Only the lines that hold "rotate" should be in the answer, each copied from the data below.

GIVEN DATA –
--------------------

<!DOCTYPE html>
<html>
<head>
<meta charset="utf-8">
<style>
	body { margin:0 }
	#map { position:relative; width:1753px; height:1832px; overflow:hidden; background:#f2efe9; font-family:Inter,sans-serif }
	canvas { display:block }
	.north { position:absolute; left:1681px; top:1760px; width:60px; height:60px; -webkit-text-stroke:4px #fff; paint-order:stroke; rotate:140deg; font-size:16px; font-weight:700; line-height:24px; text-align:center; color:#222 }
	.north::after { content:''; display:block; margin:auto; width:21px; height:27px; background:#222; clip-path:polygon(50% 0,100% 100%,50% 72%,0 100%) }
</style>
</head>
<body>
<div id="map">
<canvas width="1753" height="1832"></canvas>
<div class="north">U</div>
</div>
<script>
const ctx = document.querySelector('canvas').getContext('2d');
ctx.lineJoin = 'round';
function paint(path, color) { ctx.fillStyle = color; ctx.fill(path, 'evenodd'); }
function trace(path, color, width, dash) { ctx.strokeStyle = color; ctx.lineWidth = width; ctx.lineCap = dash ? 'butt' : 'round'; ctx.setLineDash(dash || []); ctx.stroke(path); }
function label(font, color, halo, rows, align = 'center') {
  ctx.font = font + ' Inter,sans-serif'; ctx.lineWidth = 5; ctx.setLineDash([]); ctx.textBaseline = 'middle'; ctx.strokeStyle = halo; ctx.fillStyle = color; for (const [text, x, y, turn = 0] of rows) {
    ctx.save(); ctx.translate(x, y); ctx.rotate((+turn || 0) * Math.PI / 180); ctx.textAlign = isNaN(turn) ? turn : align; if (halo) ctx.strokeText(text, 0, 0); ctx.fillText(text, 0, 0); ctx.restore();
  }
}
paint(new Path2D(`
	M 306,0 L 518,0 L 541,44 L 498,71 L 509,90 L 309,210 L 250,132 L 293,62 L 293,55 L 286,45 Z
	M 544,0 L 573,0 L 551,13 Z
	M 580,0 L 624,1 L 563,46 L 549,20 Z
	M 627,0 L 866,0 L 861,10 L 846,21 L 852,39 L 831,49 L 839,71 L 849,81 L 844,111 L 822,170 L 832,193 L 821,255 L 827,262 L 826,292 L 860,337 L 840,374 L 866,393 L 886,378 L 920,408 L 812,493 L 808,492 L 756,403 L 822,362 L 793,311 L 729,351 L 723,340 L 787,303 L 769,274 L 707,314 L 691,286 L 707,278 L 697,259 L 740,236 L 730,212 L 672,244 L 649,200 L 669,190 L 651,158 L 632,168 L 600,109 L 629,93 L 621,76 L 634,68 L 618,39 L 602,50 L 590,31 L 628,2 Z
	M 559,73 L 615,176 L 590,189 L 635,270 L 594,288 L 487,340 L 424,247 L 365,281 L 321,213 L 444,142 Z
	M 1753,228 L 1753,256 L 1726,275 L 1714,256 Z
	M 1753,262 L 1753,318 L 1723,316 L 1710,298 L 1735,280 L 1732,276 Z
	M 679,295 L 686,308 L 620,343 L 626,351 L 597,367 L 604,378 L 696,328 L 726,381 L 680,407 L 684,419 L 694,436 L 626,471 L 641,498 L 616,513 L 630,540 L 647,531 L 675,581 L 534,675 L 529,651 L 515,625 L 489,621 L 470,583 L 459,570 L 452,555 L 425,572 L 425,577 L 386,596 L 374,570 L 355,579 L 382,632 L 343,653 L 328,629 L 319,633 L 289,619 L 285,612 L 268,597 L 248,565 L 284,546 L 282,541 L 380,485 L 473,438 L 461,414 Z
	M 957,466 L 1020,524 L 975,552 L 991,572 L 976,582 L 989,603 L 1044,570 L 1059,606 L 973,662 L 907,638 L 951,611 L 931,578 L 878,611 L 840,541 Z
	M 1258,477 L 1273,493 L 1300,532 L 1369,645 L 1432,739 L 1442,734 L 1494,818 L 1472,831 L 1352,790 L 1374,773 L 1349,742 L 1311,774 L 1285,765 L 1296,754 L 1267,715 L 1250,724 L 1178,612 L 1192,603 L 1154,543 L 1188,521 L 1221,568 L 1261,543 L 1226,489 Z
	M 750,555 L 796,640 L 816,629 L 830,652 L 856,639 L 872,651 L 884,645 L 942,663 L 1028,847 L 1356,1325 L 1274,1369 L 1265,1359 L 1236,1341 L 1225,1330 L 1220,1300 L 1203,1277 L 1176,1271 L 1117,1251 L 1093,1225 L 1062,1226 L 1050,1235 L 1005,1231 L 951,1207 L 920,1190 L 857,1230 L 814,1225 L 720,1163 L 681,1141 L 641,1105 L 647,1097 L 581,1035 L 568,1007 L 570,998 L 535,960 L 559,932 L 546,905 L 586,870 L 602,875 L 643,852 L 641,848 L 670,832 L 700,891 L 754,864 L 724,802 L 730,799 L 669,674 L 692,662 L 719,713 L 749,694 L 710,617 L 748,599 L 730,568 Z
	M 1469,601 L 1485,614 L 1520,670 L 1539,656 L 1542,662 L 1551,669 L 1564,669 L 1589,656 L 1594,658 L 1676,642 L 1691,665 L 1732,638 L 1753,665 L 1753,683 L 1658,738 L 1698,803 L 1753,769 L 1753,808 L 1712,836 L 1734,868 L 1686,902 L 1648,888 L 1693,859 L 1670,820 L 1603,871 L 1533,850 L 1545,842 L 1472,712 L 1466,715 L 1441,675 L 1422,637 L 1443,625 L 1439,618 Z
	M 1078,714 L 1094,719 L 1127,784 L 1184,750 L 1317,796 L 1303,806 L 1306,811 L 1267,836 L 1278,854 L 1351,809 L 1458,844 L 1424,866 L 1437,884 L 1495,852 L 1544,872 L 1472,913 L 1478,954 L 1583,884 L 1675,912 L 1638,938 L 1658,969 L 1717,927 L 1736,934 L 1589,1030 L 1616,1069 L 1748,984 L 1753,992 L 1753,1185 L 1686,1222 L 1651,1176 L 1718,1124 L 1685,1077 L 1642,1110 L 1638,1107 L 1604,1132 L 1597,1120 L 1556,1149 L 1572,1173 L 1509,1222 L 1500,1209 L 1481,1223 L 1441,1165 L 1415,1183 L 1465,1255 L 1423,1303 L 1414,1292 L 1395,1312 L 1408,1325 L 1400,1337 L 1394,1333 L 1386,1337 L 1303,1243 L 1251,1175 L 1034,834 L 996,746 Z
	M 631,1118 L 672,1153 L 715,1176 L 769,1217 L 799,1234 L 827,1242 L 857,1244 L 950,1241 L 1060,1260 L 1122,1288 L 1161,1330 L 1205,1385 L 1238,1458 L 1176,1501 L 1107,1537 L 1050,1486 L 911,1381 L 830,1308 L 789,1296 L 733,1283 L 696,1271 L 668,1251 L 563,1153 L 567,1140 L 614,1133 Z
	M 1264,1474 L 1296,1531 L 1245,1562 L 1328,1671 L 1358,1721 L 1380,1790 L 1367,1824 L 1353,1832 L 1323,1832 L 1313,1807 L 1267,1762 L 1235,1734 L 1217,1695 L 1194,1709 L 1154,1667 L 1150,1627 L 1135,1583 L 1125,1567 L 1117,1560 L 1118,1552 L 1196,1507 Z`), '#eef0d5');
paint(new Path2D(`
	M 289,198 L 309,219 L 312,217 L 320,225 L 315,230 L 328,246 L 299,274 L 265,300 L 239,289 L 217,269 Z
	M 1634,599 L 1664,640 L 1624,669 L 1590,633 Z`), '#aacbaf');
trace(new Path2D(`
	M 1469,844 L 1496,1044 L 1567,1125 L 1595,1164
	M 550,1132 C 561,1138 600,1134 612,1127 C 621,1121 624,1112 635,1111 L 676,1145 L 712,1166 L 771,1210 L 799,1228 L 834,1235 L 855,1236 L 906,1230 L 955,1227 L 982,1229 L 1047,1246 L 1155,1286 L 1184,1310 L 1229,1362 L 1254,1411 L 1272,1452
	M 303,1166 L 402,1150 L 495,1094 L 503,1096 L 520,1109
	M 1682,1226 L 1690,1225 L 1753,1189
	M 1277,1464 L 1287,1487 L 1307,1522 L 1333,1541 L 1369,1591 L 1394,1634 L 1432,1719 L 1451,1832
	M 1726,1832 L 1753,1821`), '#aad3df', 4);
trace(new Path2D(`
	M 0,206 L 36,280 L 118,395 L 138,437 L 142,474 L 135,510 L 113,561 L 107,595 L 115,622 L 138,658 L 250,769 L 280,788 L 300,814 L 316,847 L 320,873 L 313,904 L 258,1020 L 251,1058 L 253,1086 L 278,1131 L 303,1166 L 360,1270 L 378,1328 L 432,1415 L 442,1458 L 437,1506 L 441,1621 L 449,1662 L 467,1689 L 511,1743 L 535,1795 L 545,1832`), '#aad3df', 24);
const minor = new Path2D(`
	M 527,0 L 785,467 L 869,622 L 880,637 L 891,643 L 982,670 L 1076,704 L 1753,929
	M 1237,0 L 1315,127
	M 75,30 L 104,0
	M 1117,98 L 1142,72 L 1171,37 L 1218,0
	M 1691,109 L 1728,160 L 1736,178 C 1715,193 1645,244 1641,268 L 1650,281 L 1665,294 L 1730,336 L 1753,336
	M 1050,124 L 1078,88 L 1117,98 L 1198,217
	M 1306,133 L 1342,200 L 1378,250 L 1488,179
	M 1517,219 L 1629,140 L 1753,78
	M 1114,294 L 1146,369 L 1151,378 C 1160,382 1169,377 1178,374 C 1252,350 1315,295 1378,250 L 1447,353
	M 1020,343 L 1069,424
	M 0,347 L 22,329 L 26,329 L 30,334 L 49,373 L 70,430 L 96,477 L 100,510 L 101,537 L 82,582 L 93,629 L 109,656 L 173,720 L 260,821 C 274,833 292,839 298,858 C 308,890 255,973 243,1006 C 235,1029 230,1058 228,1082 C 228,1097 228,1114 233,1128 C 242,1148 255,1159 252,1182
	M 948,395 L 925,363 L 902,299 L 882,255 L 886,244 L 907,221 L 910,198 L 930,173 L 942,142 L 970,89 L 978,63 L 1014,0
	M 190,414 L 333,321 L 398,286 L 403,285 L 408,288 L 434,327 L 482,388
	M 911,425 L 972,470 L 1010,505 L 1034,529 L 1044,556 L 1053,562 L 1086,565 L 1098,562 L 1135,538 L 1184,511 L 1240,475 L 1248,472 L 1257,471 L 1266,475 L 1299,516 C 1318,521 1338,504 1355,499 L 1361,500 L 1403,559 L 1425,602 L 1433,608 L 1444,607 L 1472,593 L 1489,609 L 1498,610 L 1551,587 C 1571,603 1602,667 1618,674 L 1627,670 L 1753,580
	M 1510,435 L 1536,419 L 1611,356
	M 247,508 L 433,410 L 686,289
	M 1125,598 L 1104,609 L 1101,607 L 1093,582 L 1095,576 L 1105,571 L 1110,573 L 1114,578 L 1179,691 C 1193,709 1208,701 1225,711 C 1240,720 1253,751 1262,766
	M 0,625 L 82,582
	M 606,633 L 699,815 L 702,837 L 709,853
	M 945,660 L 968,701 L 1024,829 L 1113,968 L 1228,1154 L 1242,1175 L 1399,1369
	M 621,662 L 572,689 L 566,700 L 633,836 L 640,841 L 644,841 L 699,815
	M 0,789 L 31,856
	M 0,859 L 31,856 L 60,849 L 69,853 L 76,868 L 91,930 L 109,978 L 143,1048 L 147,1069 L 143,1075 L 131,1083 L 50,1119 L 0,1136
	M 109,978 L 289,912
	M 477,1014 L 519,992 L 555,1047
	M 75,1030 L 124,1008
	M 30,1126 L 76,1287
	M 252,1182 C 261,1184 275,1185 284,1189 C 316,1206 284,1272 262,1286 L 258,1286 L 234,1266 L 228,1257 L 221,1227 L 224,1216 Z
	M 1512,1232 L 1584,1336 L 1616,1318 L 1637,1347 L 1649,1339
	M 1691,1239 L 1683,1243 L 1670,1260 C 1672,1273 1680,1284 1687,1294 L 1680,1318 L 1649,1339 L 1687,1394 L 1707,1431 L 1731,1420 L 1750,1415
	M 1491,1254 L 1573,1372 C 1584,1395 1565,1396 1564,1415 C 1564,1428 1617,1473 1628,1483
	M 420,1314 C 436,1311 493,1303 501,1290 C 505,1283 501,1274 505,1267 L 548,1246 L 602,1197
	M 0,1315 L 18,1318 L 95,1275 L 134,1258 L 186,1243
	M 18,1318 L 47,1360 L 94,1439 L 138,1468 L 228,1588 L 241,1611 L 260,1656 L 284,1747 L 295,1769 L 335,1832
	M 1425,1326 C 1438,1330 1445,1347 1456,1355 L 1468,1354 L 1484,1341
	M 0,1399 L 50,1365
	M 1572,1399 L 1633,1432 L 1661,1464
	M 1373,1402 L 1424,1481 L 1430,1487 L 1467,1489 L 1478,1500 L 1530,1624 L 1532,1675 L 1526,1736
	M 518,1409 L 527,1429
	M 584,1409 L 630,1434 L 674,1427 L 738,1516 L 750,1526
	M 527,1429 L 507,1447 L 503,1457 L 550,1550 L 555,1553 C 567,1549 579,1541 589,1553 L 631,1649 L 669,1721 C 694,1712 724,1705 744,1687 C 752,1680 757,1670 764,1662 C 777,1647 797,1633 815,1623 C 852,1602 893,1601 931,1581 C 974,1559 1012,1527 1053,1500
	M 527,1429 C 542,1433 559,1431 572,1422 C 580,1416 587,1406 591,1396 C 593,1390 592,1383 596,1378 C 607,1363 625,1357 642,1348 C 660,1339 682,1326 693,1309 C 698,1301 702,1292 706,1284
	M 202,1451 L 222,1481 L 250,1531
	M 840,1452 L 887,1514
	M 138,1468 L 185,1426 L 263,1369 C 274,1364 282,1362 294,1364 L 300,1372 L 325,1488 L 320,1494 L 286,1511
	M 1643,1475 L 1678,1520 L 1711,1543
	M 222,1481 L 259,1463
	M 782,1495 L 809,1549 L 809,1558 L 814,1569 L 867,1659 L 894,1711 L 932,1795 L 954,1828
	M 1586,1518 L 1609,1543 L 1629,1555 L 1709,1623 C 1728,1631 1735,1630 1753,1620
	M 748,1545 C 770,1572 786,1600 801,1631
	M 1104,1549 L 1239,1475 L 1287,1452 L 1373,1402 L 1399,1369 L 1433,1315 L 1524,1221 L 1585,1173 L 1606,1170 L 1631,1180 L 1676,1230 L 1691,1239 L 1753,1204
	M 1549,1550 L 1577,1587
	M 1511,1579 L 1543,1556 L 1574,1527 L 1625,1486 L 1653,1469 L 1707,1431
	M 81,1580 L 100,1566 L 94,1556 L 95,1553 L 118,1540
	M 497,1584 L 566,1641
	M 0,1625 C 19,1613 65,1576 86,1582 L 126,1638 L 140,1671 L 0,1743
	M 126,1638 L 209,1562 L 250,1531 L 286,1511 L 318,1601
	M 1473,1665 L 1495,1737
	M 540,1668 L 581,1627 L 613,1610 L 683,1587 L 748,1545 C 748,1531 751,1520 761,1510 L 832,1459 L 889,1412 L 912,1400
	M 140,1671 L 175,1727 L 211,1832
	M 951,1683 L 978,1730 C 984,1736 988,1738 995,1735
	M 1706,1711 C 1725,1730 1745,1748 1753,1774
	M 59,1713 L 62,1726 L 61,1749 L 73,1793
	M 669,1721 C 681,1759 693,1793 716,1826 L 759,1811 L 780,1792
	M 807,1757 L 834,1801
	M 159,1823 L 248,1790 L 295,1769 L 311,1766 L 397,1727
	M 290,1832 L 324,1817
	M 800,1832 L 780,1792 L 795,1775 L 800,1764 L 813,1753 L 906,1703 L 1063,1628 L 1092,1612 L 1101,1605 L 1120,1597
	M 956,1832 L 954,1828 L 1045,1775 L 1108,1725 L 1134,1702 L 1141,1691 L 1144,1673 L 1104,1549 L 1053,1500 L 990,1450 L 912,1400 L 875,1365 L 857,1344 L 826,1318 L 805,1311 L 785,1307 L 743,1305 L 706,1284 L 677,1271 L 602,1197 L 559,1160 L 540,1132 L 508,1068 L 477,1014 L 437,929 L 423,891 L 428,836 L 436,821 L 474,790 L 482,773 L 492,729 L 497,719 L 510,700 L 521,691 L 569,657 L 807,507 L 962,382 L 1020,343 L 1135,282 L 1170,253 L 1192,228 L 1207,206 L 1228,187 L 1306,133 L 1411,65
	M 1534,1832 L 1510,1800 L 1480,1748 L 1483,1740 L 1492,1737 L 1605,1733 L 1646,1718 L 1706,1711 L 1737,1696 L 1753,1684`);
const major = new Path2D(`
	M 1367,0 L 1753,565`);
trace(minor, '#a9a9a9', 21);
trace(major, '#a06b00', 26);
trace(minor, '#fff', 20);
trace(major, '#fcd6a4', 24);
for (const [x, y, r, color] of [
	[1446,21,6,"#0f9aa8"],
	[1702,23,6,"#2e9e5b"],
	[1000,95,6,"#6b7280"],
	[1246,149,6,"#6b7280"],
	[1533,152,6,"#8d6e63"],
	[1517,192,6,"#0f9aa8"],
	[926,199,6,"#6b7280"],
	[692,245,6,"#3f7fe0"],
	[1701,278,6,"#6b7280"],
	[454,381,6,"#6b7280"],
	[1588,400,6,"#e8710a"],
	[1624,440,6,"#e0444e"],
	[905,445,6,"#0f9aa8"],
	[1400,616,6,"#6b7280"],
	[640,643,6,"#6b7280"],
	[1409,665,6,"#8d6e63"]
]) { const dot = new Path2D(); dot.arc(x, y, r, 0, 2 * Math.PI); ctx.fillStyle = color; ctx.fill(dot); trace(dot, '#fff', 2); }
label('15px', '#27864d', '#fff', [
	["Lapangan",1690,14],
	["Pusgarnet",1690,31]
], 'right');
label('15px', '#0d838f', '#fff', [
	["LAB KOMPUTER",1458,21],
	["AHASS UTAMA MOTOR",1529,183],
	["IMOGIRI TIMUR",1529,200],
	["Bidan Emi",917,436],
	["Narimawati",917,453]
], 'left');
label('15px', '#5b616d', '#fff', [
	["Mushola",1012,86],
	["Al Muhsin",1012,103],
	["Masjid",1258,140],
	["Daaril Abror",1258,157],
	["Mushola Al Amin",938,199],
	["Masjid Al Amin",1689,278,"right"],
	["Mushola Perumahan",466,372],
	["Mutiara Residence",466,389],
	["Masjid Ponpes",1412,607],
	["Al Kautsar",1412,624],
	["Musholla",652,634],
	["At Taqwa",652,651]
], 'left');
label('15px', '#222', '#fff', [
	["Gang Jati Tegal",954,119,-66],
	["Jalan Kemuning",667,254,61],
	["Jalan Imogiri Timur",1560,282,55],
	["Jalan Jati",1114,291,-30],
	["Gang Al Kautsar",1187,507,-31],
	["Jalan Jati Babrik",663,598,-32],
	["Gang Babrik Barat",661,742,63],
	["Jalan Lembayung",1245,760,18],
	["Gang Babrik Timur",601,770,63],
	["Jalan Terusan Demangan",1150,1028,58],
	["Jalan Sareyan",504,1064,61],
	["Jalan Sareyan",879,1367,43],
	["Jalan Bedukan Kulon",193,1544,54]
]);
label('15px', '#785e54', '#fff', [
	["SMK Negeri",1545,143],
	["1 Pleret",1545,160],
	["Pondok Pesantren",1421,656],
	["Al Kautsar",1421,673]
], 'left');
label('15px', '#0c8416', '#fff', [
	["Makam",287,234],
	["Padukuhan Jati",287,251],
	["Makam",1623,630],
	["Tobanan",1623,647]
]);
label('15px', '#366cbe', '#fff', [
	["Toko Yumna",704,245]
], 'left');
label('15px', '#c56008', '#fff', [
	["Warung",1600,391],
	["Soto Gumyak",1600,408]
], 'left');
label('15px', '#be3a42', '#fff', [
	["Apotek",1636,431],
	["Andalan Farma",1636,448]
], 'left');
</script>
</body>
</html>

--------------------

OUTPUT FOR THIS TASK –
	.north { position:absolute; left:1681px; top:1760px; width:60px; height:60px; -webkit-text-stroke:4px #fff; paint-order:stroke; rotate:140deg; font-size:16px; font-weight:700; line-height:24px; text-align:center; color:#222 }
    ctx.save(); ctx.translate(x, y); ctx.rotate((+turn || 0) * Math.PI / 180); ctx.textAlign = isNaN(turn) ? turn : align; if (halo) ctx.strokeText(text, 0, 0); ctx.fillText(text, 0, 0); ctx.restore();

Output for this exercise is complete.